A statement from the company says the ratings are considerably worse compared to the same period last year when 19 percent of workers rated the economy as ‘secure’ while just 20 percent rated it as ‘not secure’.
It says that although workers feel the economy is less secure than it was a year ago, two thirds of workers (63 percent) anticipate they will receive a pay increase within the next year. The expectations of a pay rise may be related to the proportion of workers who feel they are fairly remunerated for their work falling from 63 percent last quarter to 59 percent this quarter.
“Concerns about economic security appear to be driven by international conflict and instability with 83 percent of workers stating they’re worried global conflict will negatively impact their economic security. However, just 38 percent are concerned that global conflict will impact their job security.”
Elmo says that while workers are skeptical about the security of the economy, they are slightly more confident about their job security and that of their industry and organisation.
More than half (56 percent) of workers rate their job as secure, 60 percent consider their industry secure and 56 percent rate their organisation as secure.

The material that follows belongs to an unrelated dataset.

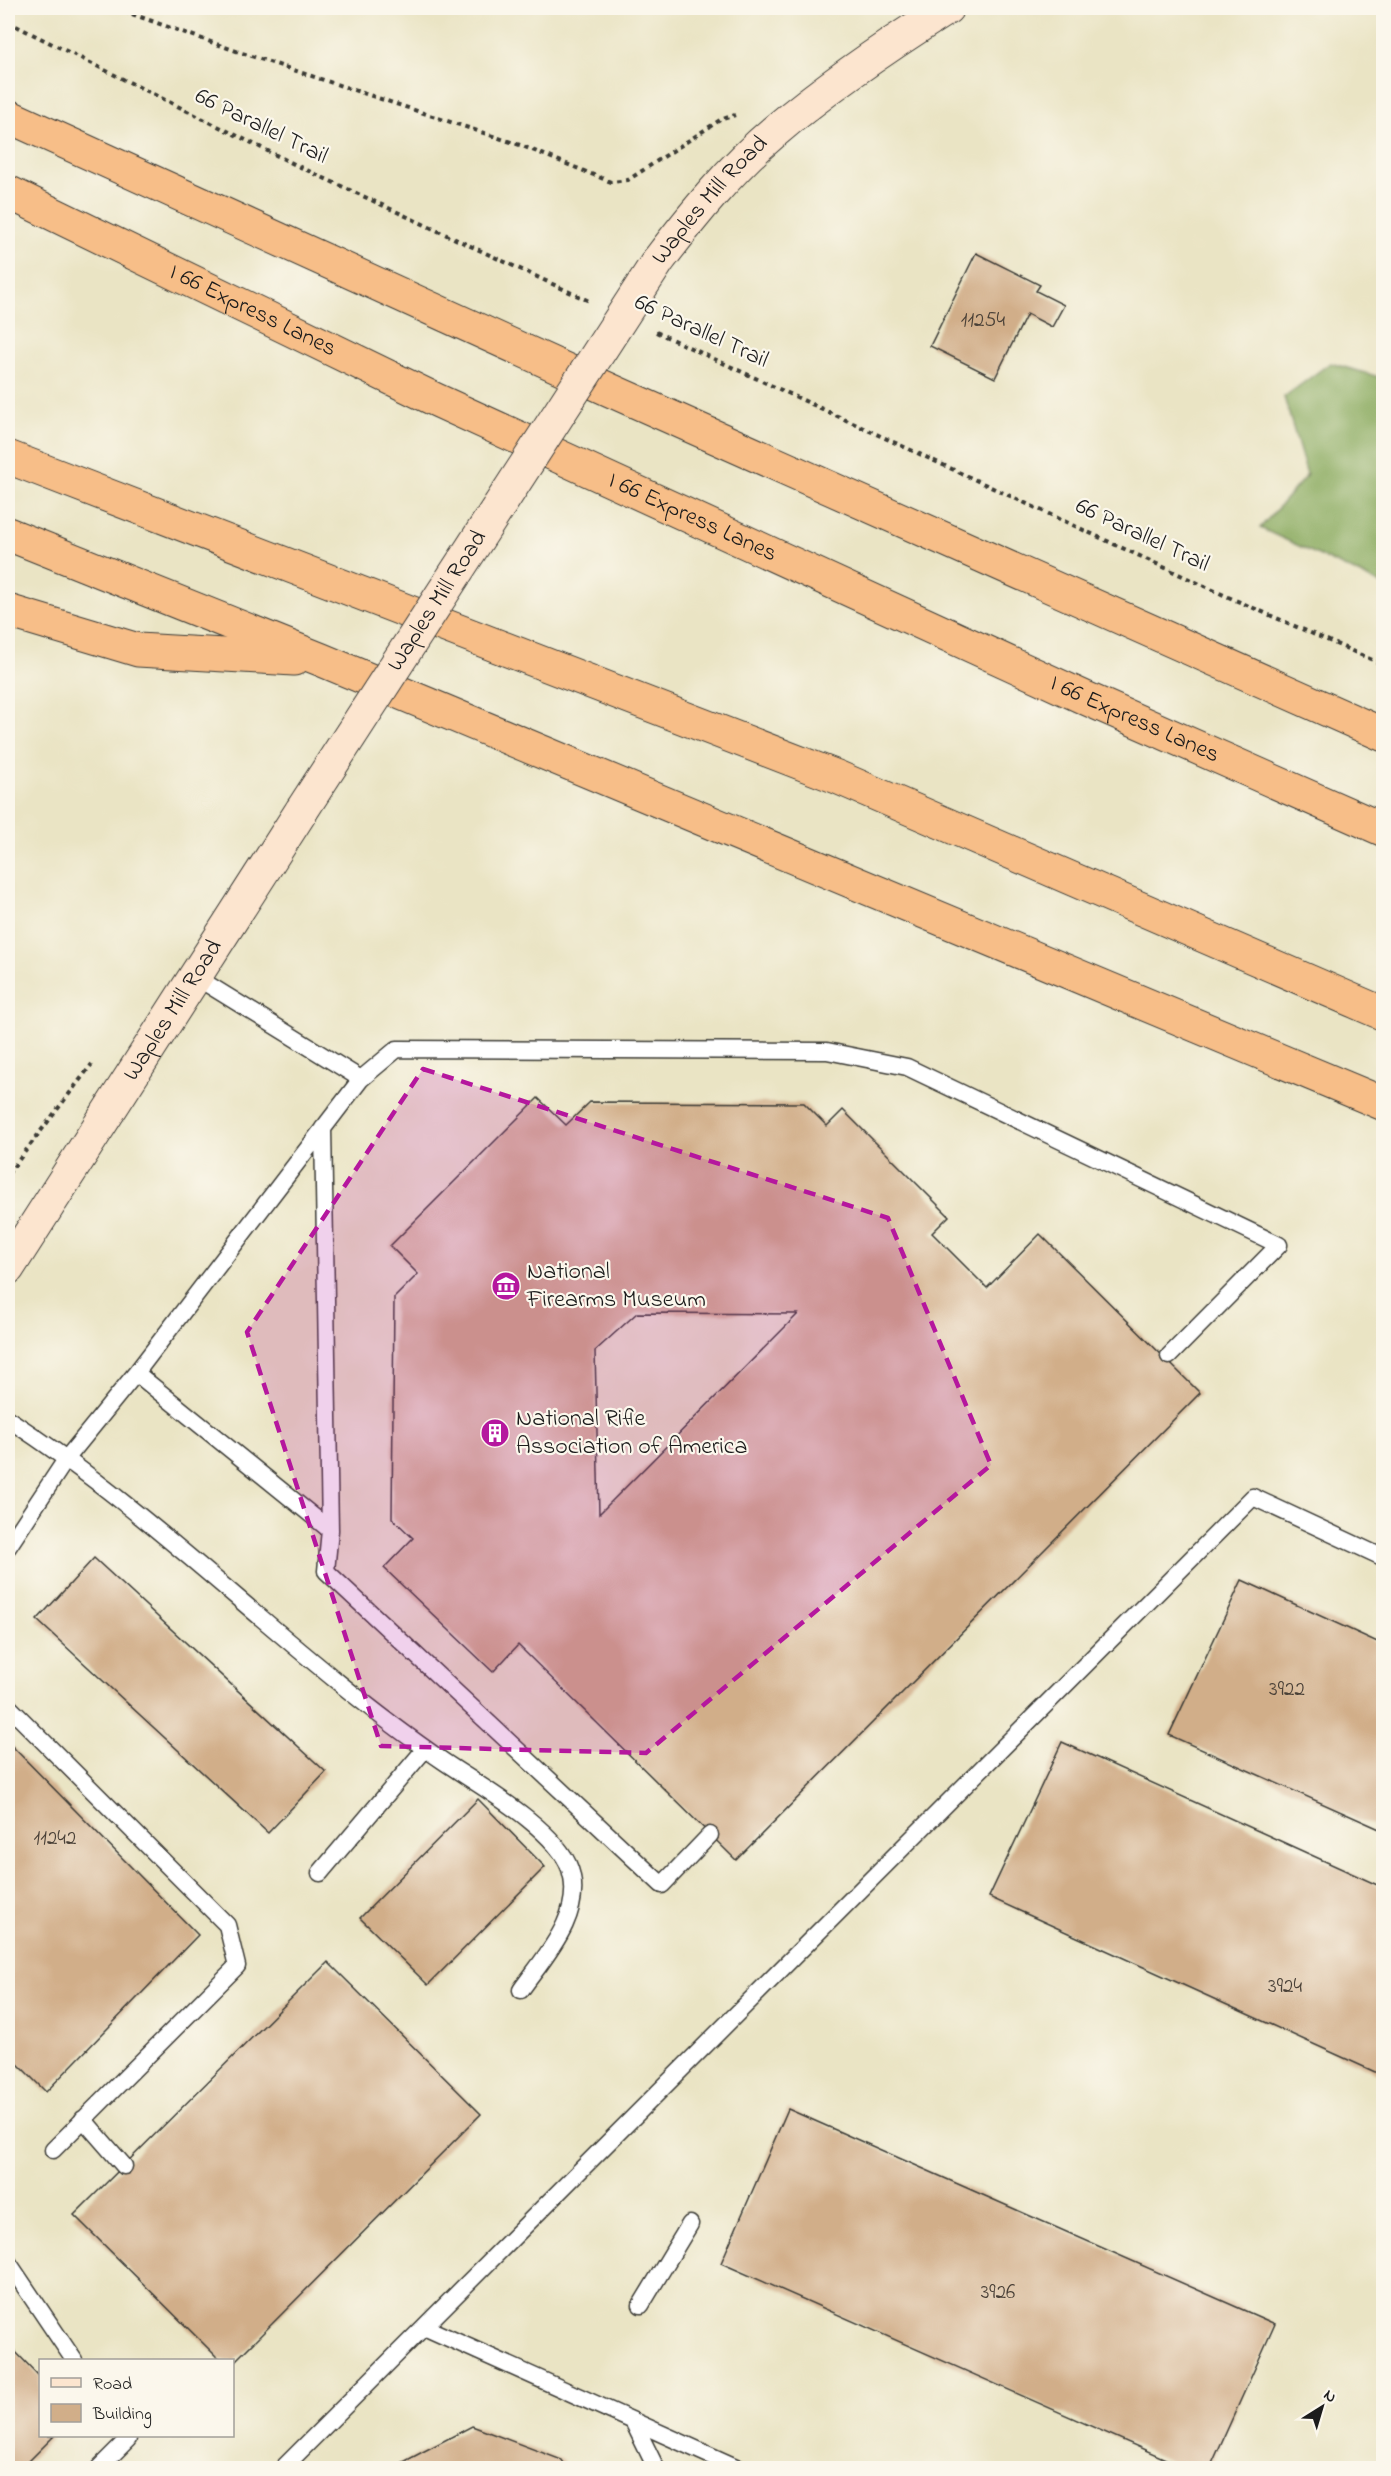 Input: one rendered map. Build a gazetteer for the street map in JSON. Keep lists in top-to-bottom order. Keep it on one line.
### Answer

The company says the findings into workers’ perceptions of economic security and expectations for higher pay are some of the latest findings of the ELMO Employee Sentiment Index for the three months ending March 2022
The study is commissioned by ELMO Software and conducted by independent research firm Lonergan Research each quarter among more than 500 geographically dispersed working New Zealanders. The poll data is weighted to the latest StatsNZ data.
The company adds that it seems the ‘Great Resignation’ may be tapering off among New Zealand workers. The proportion of workers who plan to actively search for a new job this year has fallen from 43 percent last quarter to 39 percent this quarter.
“However, the slow down of the ‘Great Resignation’ doesn’t mean employers should expect employees to stick around long term. More than a third (33 percent) of workers expect they’ll stay in their current jobs for less than 18 months. A fifth (21 percent) expect they will be gone in less than 12 months.”
ELMO Software CEO Danny Lessem says these insights are an opportunity for employers to engage with their workforce to learn more about their concerns and what they can do to address them to drive greater retention.
“Plummeting confidence in the economy makes it clear that workers aren’t being reassured that things will stabilise. Instead, they’re seeing rising living costs as inflationary pressures and global conflict erode their confidence in the economy.
“In this latest Employee Sentiment Index we have seen more workers than recorded before say they expect a pay rise.
“There’s some good news and bad news for employers in these latest insights. The good news is that the ‘Great Resignation’ has slowed down with fewer workers planning to search for a job this year than previously recorded. The bad news is a third of workers expect they’ll be out the door in the next 18 months.
“For employers they need to listen to the concerns of their employees and take stock of the impact that the macro-economic environment has on workers.
“Not every business can afford pay rises across the board. These businesses need to take time to really pay attention to what their employees say they’re looking for in an employer and do their best to meet their employees’ expectations,” he says.